50,000 Russians march against Putin’s invasion of Crimea

IssueApril 2014
News by PN staff

On 15 March, Moscow saw its largest demonstration in over two years, a protest against Russian president Vladimir Putin’s invasion of Ukraine, and impending annexation of the Crimea.

News agency AFP reported that some demonstrators carried placards comparing Putin’s actions with the Nazi annexation of the Sudetenland before the Second World War. AFP counted 50,000 demonstrators; the Moscow police only 3,000.

Kidnapped and beaten

Only one arrest was reported at the 15 March demo, but earlier protests in Russia have seen significant repression.
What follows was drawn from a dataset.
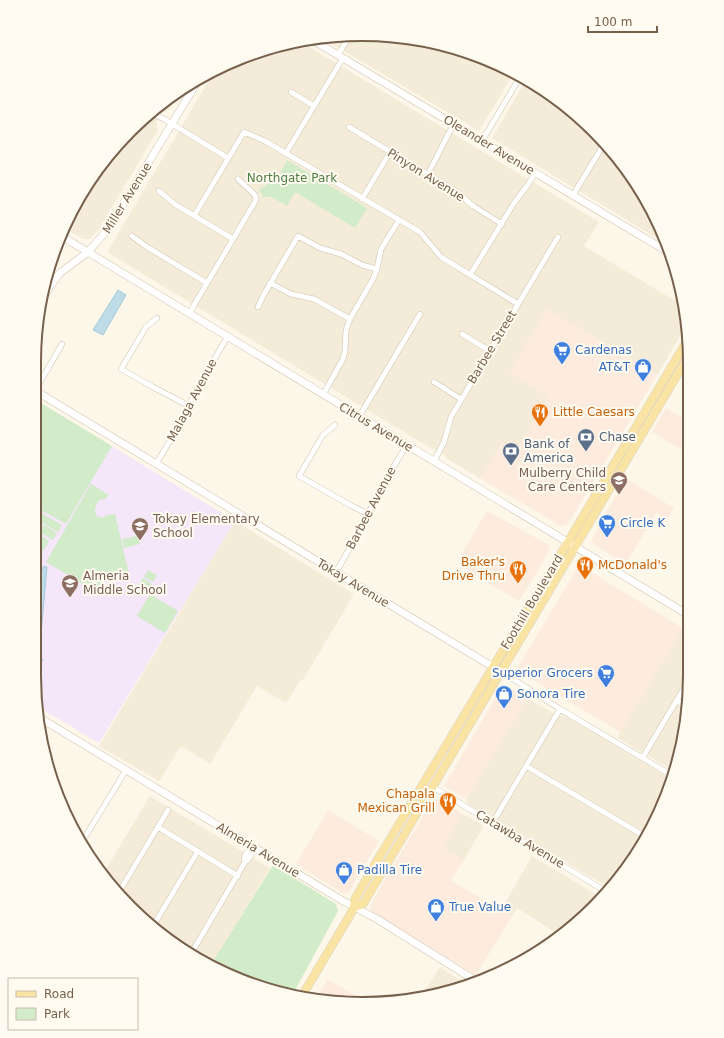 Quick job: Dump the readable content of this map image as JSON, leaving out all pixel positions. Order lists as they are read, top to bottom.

The radical Russian website, Autonomous Action, reported on 12 March that anarchists in the northern city of Petrozavodsk organising an ‘Against the War in Ukraine’ demonstration on 9 March were attacked by masked men the evening before, and then 30 minutes before it took place.

In the second attack, four activists are said to have been beaten severely, kidnapped by car, told that they were going to be forced to dig their own graves, and dumped in a forest 25 miles away.

The rights monitoring group Ovdinfo has reported numerous arrests of anti-war activists in Moscow, including 100 arrested on 2 March and 28 on 4 March.